Diabetes is a huge and growing public health problem for the NHS and the bill is rising much faster than the average for the health service. While insulin is just one part of the overall burden of diabetes latest figures suggest the net bill for diabetes has grown by some 42 per cent compared with a 6 per cent general increase in net ingredient costs across the NHS over the same period.
The rise in the use of analogues in the UK and overseas has taken place despite a large body of evidence from systematic reviews and meta-analyses that have found that in almost all classes of insulin – short-acting, mixed insulins and long-acting versions – the clinical benefits for most patients is modest at best.
Nevertheless globally, analogues now account for approximately 60 per cent of the insulin market and the manufacturers are keen to develop this market further. This is a concern for the World Health Organisation. In an unpublished document seen by this investigation, Dr Hans Hogerzeil, the chief of the WHO’s essential medicine division, writes with concern about global insulin market being dominated by giant companies “who are pushing a new type of insulin analogue at 3-5 times the cost of human insulin, while its marginal cost-effectiveness is not fully established.”
The makers of analogue insulins say that looking at the direct costs of the insulins misses the wider value these drugs bring. They say that the overall advantages of the analogue insulins outweigh the extra upfront cost of the insulins itself.
Dr Andrew Hockey, Director of Medical Operations for Sanofi Aventis UK, makers of the largest selling analogue insulin globally, told Channel 4 News that “the value to patients is that the modern insulins offer a much better experience…compared to human insulin they’re less likely to have an attack of a dangerously low blood sugar…It’s allowed treatment to move out of hospitals back into GP’s surgeries and we know that is a cheaper place to treat diabetes. Using modern insulins you have to look beyond the cost of the insulins in itself.”
Mirroring the rise of analogues is the reduced role of human insulins. At the end of the year, one popular older insulin formulation called Mixtard 30 is being withdrawn by manufacturer Novo Nordisk. It’s estimated that some 90,000 people use this insulin and, as a result of the withdrawal, they are changing onto other insulins before the end of the year.

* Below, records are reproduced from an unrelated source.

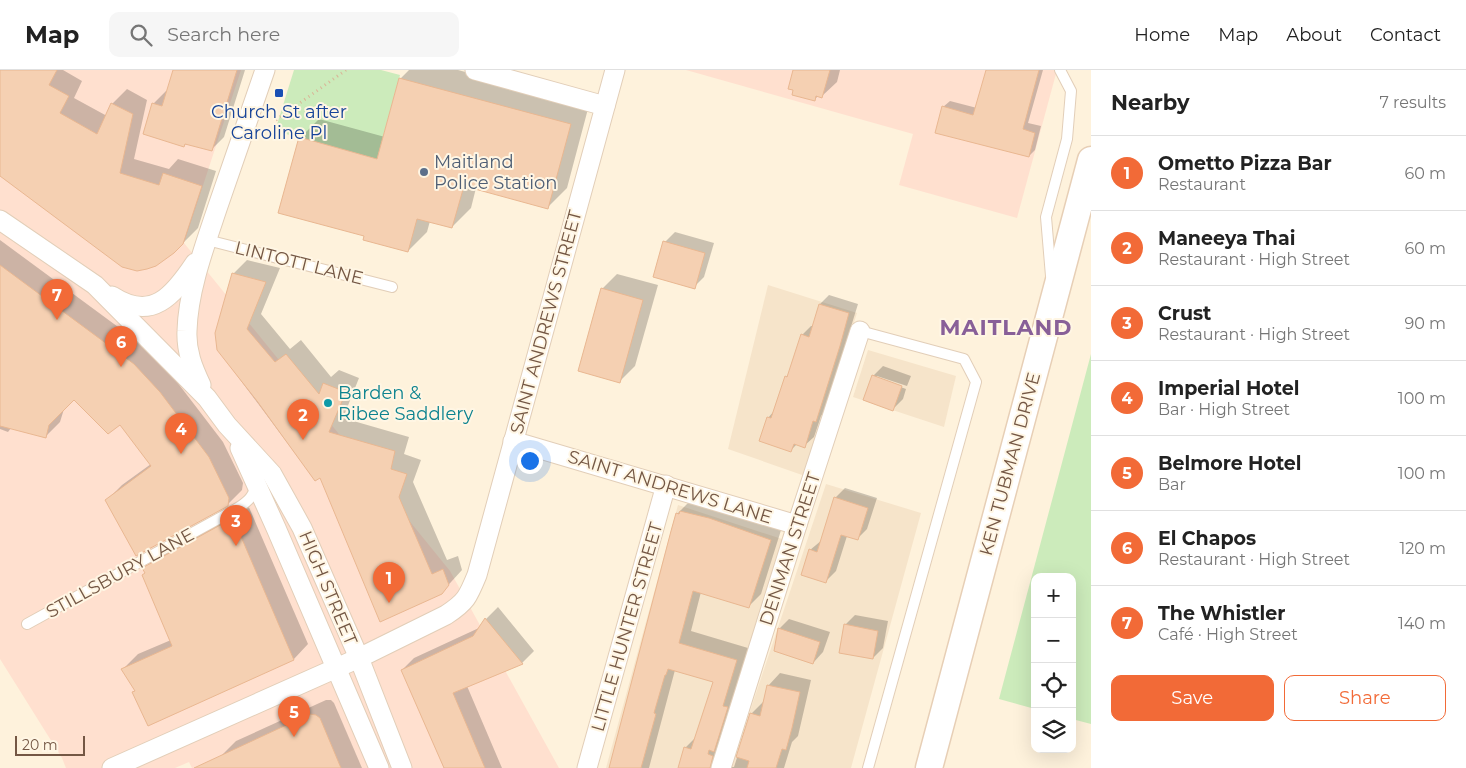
<!DOCTYPE html>
<meta charset="utf-8">
<style>
body{margin:0;font-family:Montserrat,sans-serif;background:#f6f6f6;color:#222}
.controls{position:absolute;right:15px;bottom:15px;display:grid;overflow:hidden;border-radius:10px;box-shadow:0 5px 20px #0002}
.controls button{width:45px;height:45px;display:grid;place-items:center;padding:0;border:0;border-bottom:1px solid #e0e0e0;background:#fff;color:#222;font:25px sans-serif}
.scale{position:absolute;left:15px;bottom:12px;width:70px;box-sizing:border-box;padding-left:5px;border:2px solid #745744;border-top:0;font-size:14px;line-height:18px;white-space:nowrap;color:#745744;-webkit-text-stroke:4px #fff6e4;paint-order:stroke}
.you{position:absolute;left:529px;top:390px;width:18px;height:18px;margin:-12px;border:4px solid #fff;border-radius:50%;background:#1a73e8;box-shadow:0 0 0 8px #1a73e833}
.badge{display:grid;place-items:center;width:32px;height:32px;border-radius:50%;background:#f26a37;color:#fff;font-size:16px;font-weight:700}
.pin{position:absolute;translate:-50% -41px;filter:drop-shadow(0 1px 2px #0008)}
.pin::after{content:'';position:absolute;top:26px;width:18px;height:15px;background:inherit;clip-path:polygon(0 0,100% 0,50% 100%)}
.list{margin:0;padding:0;list-style:none}
h2{display:flex;justify-content:space-between;align-items:center;height:65px;margin:0;padding:0 20px;font-size:21px}
h2 small{font-size:16px;font-weight:400;color:#767676}
.list li{display:grid;grid-template-columns:32px 1fr auto;gap:15px;align-items:center;box-sizing:border-box;height:75px;padding:0 20px;border-top:1px solid #e0e0e0}
.list b{display:block;font-size:19px;white-space:nowrap}
.list p{margin:0;font-size:16px;white-space:nowrap;color:#767676}
.list em{font-size:16px;font-style:normal;color:#767676}
.actions{display:flex;gap:10px;padding:15px 20px}
.actions a{flex:1;padding:11px 0;border:1px solid #f26a37;border-radius:10px;text-align:center;font-size:18px;color:#f26a37}
.actions .main{background:#f26a37;color:#fff}
.icon{flex:none;width:28px;height:28px;fill:none;stroke:currentColor;stroke-width:2;stroke-linecap:round;stroke-linejoin:round}
.map{position:relative;flex:none;width:1091px;height:698px;overflow:hidden}
header{display:flex;align-items:center;gap:30px;box-sizing:border-box;height:70px;padding:0 25px;background:#fff;border-bottom:1px solid #e0e0e0}
header strong{font-size:24px}
nav{display:flex;gap:28px;margin-inline-start:auto;font-size:18px}
.search{width:350px;height:45px;background:#f6f6f6;display:flex;align-items:center;gap:12px;box-sizing:border-box;padding:0 18px;border-radius:10px;color:#767676;font-size:19px}
main{display:flex}
aside{flex:1;background:#fff}
.map>svg:first-child{display:block}
.residential{fill:#f6e4ca}
.commercial{fill:#ffe0cf}
.green{fill:#ccebbb}
.shadow{fill:#0003}
.building{fill:#f5d0b2;stroke:#e9b791}
.lines{fill:none;stroke-linecap:round;stroke-linejoin:round}
.service-casing{stroke:#e2ceb8;stroke-width:12}
.minor-casing{stroke:#e2ceb8;stroke-width:21}
.secondary-casing{stroke:#e7cfb6;stroke-width:29}
.path{stroke:#d9b396;stroke-width:3;stroke-dasharray:1 4;stroke-linecap:butt}
.service{stroke:#fff;stroke-width:10}
.minor{stroke:#fff;stroke-width:19}
.secondary{stroke:#fff;stroke-width:26}
.transit-dot{fill:#1a4fb4;stroke:#fff6e4;stroke-width:2}
.service-dot{fill:#5c6f8a;stroke:#fff6e4;stroke-width:2}
.culture-dot{fill:#0f9aa8;stroke:#fff6e4;stroke-width:2}
.labels{text-anchor:middle;stroke-width:4;stroke-linejoin:round;paint-order:stroke}
.transit-label{font-size:18px;fill:#164399;stroke:#fff6e4}
.service-label{font-size:18px;fill:#4e5e75;stroke:#fff6e4;text-anchor:start}
.street-label{font-size:18px;fill:#745744;stroke:#fff6e4}
.culture-label{font-size:18px;fill:#0d838f;stroke:#fff6e4;text-anchor:start}
.district-label{font-size:22px;font-weight:bold;letter-spacing:1px;fill:#885f98;stroke:#fff6e4}
</style>
<header>
<strong>Map</strong>
<div class="search"><svg class="icon" aria-label="search" viewBox="0 0 24 24"><circle cx="10" cy="10" r="6"/><path d="M15 15l6 6"/></svg>Search here</div>
<nav><a>Home</a><a>Map</a><a>About</a><a>Contact</a></nav>
</header>
<main>
<div class="map">
<svg width="1091" height="698" viewBox="0 0 1091 698">
<rect width="100%" height="100%" fill="#fef2dc"/>
<g class="residential">
<polygon points="768,215 857,243 805,406 728,379"/>
<polygon points="868,280 956,306 944,357 853,327"/>
<polygon points="826,414 921,443 851,698 731,698"/>
<polygon points="678,435 785,470 710,698 606,698"/>
</g>
<g class="commercial">
<polygon points="0,0 241,0 184,173 450,501 559,698 192,698 189,692 175,698 66,698 62,688 0,589"/>
<polygon points="686,0 1057,0 1017,148 899,115 913,64"/>
</g>
<g class="green">
<polygon points="294,0 381,0 400,5 377,89 275,61"/>
<polygon points="1091,284 1091,654 1072,649 1072,507 1035,507 1035,639 999,629"/>
</g>
<g class="shadow">
<polygon points="0,0 63,0 82,11 74,28 107,46 112,34 127,19 147,30 134,89 169,99 178,89 216,101 198,158 183,173 0,104"/>
<polygon points="174,0 245,0 224,67 211,80 187,73 184,75 153,34 166,21 168,22"/>
<polygon points="409,0 458,0 589,35 567,118 548,137 476,118 471,138 452,157 430,151 427,162 408,181 365,165 300,68 319,49 385,67 400,9"/>
<polygon points="794,0 840,0 837,12 822,26 818,26 815,29"/>
<polygon points="987,0 1043,0 1028,53 1041,56 1035,80 1029,86 943,37 950,31 977,38"/>
<polygon points="675,162 714,173 704,207 694,217 665,172"/>
<polygon points="0,170 148,279 174,308 223,372 243,413 242,420 227,435 107,430 122,415 151,394 120,353 74,328 64,339 60,352 45,367 11,358 8,362 0,359"/>
<polygon points="247,190 280,198 261,244 290,279 301,270 331,307 339,300 359,308 343,348 409,367 404,384 421,390 413,412 447,490 458,486 462,500 441,523 321,406 315,410 218,280 233,204"/>
<polygon points="617,204 658,215 635,296 620,311 602,219"/>
<polygon points="829,225 858,234 825,341 821,346 814,367 804,376 797,374 791,380 768,348 774,341 786,307 790,302 802,265 811,256 814,256 820,234"/>
<polygon points="883,296 911,306 907,316 877,306 877,308 906,319 903,329 893,339 873,306"/>
<polygon points="845,418 877,428 867,459 857,469 847,466 836,501 826,511 810,480 822,470 835,428"/>
<polygon points="689,432 782,457 761,524 748,537 701,522 691,561 748,578 735,624 730,697 734,697 751,644 763,632 768,616 780,603 811,610 798,666 792,672 784,698 679,698 686,677 696,667 714,612 675,600 649,698 610,698 677,444"/>
<polygon points="248,435 308,574 294,589 148,655 136,620 123,599 138,584 171,570 144,499 159,484"/>
<polygon points="498,537 534,581 522,593 467,616 502,698 444,698 402,600 414,588 481,557 486,549"/>
<polygon points="855,545 888,551 883,578 873,588 845,555"/>
<polygon points="789,549 830,562 823,582 813,593 779,559"/>
<polygon points="326,630 331,630 334,633 362,698 227,698 221,686 236,671"/>
</g>
<g class="building">
<polygon points="0,0 57,0 49,15 69,26 60,43 97,64 111,33 133,44 120,103 159,115 163,103 202,116 183,174 174,183 156,196 147,199 137,201 122,197 0,106"/>
<polygon points="173,0 237,0 212,81 185,74 184,77 143,64 152,33 162,36"/>
<polygon points="793,0 830,0 822,28 816,26 815,31 792,25 793,20 788,19"/>
<polygon points="986,0 1039,0 1023,59 1035,63 1029,87 935,63 942,36 973,45"/>
<polygon points="399,8 571,54 548,139 464,116 452,158 417,149 408,182 363,170 364,166 278,143 299,67 377,89"/>
<polygon points="663,171 705,183 695,219 653,207"/>
<polygon points="0,195 134,294 160,322 209,387 229,428 228,436 136,486 105,430 151,396 120,355 108,364 74,330 49,355 46,368 0,356"/>
<polygon points="232,203 266,212 247,259 275,292 286,284 319,324 323,313 346,322 329,362 395,381 391,399 407,404 399,427 432,504 443,499 449,515 442,524 380,552 320,408 315,411 257,331 217,280 215,263"/>
<polygon points="601,218 643,230 620,313 578,301"/>
<polygon points="819,234 849,243 840,276 816,352 813,351 805,378 794,374 791,382 759,371 767,347 771,348 785,306 787,307 801,264 809,267"/>
<polygon points="872,305 902,316 893,341 863,330"/>
<polygon points="834,427 868,438 858,470 841,465 826,513 801,505 809,479 817,482"/>
<polygon points="680,441 709,448 771,470 749,538 693,521 679,573 737,590 723,636 728,637 714,682 709,680 708,684 713,686 710,698 678,698 684,677 691,679 713,612 668,599 666,605 665,605 654,643 656,644 641,698 609,698 671,461 676,443 679,444"/>
<polygon points="233,448 294,590 148,656 132,622 135,621 121,599 172,576 142,505 145,503 142,498"/>
<polygon points="485,548 523,594 453,623 485,698 444,698 401,600 473,566"/>
<polygon points="844,554 878,561 873,589 839,583"/>
<polygon points="778,558 820,572 813,594 774,581"/>
<polygon points="767,615 800,622 792,658 786,680 782,679 776,698 747,698 749,691 736,687 750,643 760,646"/>
<polygon points="310,644 316,645 320,648 341,698 194,698"/>
</g>
<g class="lines">
<g class="service-casing">
<g id="service">
<polyline points="207,170 392,217"/>
<polyline points="1051,206 1046,147 1067,69 1071,21 1060,0"/>
<polyline points="860,261 964,289 976,312 868,698"/>
<path d="M27,554L236,439C246,433 253,428 256,415"/>
</g>
</g>
<g class="minor-casing">
<g id="minor">
<polyline points="475,0 605,36"/>
<polyline points="0,150 95,215 207,328 227,355 272,404 302,458 359,588 402,698"/>
<path d="M112,226C152,252 173,226 195,193"/>
<path d="M201,315C193,298 186,281 187,261C188,220 205,175 218,136C234,91 249,45 265,0"/>
<polyline points="513,371 797,455"/>
<polyline points="240,378 276,458 379,698"/>
<path d="M112,698L359,588L446,545C466,532 468,527 477,505L615,0"/>
<polyline points="587,698 666,415"/>
<polyline points="721,698 797,455 860,261"/>
</g>
</g>
<g class="secondary-casing">
<polyline id="secondary" points="929,698 1091,90"/>
</g>
<polyline class="path" points="276,50 346,0"/>
<use href="#service" class="service"/>
<use href="#minor" class="minor"/>
<use href="#secondary" class="secondary"/>
</g>
<rect class="transit-dot" x="274" y="18" width="10" height="10" rx="2.5"/>
<circle class="service-dot" cx="424" cy="102" r="5"/>
<circle class="culture-dot" cx="328" cy="333" r="5"/>
<g class="labels">
<g class="transit-label">
<text x="279" y="48">Church St after<tspan x="279" dy="21">Caroline Pl</tspan></text>
</g>
<g class="service-label">
<text x="434" y="98">Maitland<tspan x="434" dy="21">Police Station</tspan></text>
</g>
<g class="street-label">
<text transform="translate(299 193) rotate(14)" y="6">LINTOTT LANE</text>
<text transform="translate(546 252) rotate(-75)" y="6">SAINT ANDREWS STREET</text>
<text transform="translate(1010 394) rotate(-75)" y="6">KEN TUBMAN DRIVE</text>
<text transform="translate(670 417) rotate(17)" y="6">SAINT ANDREWS LANE</text>
<text transform="translate(790 479) rotate(-72)" y="6">DENMAN STREET</text>
<text transform="translate(120 503) rotate(-29)" y="6">STILLSBURY LANE</text>
<text transform="translate(328 518) rotate(67)" y="6">HIGH STREET</text>
<text transform="translate(627 557) rotate(-74)" y="6">LITTLE HUNTER STREET</text>
</g>
<g class="culture-label">
<text x="338" y="329">Barden &amp;<tspan x="338" dy="21">Ribee Saddlery</tspan></text>
</g>
<g class="district-label">
<text x="1006" y="265">MAITLAND</text>
</g>
</g>
</svg>
<div class="controls">
<button>+</button>
<button>−</button>
<button><svg class="icon" aria-label="locate" viewBox="0 0 24 24"><circle cx="12" cy="12" r="6"/><path d="M12 2v4M12 18v4M2 12h4M18 12h4"/></svg></button>
<button><svg class="icon" aria-label="layers" viewBox="0 0 24 24"><path d="M12 4l9 5-9 5-9-5zM3 14l9 5 9-5"/></svg></button>
</div>
<div class="scale">20 m</div>
<div class="you"></div>
<div class="pin badge" style="left:389px;top:533px">1</div>
<div class="pin badge" style="left:303px;top:370px">2</div>
<div class="pin badge" style="left:236px;top:476px">3</div>
<div class="pin badge" style="left:181px;top:384px">4</div>
<div class="pin badge" style="left:294px;top:667px">5</div>
<div class="pin badge" style="left:121px;top:297px">6</div>
<div class="pin badge" style="left:57px;top:250px">7</div>
</div>
<aside>
<h2>Nearby<small>7 results</small></h2>
<ul class="list">
<li><span class="badge">1</span><div><b>Ometto Pizza Bar</b><p>Restaurant</p></div><em>60 m</em></li>
<li><span class="badge">2</span><div><b>Maneeya Thai</b><p>Restaurant · High Street</p></div><em>60 m</em></li>
<li><span class="badge">3</span><div><b>Crust</b><p>Restaurant · High Street</p></div><em>90 m</em></li>
<li><span class="badge">4</span><div><b>Imperial Hotel</b><p>Bar · High Street</p></div><em>100 m</em></li>
<li><span class="badge">5</span><div><b>Belmore Hotel</b><p>Bar</p></div><em>100 m</em></li>
<li><span class="badge">6</span><div><b>El Chapos</b><p>Restaurant · High Street</p></div><em>120 m</em></li>
<li><span class="badge">7</span><div><b>The Whistler</b><p>Café · High Street</p></div><em>140 m</em></li>
</ul>
<div class="actions"><a class="main">Save</a><a>Share</a></div>
</aside>
</main>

One person who has been using Mixtard 30 successfully for many years is Christine Crump. She is in an especially difficult position because she has experienced allergic reactions to all of the insulin alternatives she has tried. “Mixtard 30 has been my lifeline,” she told Channel 4 News. “Without an alternative insulin that doesn’t cause reactions, I am really worried about whether I’ll even be here this time next year.”
Novo Nordisk say that whenever new products that provide benefits in efficacy or safety become widely used manufacturers must consider ceasing production of older versions.
The debate on the relative merits of human and analogue insulins is unlikely to go away. The best way to settle the argument, according to Professor Edwin Gale from Bristol University, would be to have a double-blind clinical trial of insulin treatment for type 2 diabetes, which would assess analogue and human insulins head-to-head.
Remarkably, given the money at stake, such a trial has yet to happen.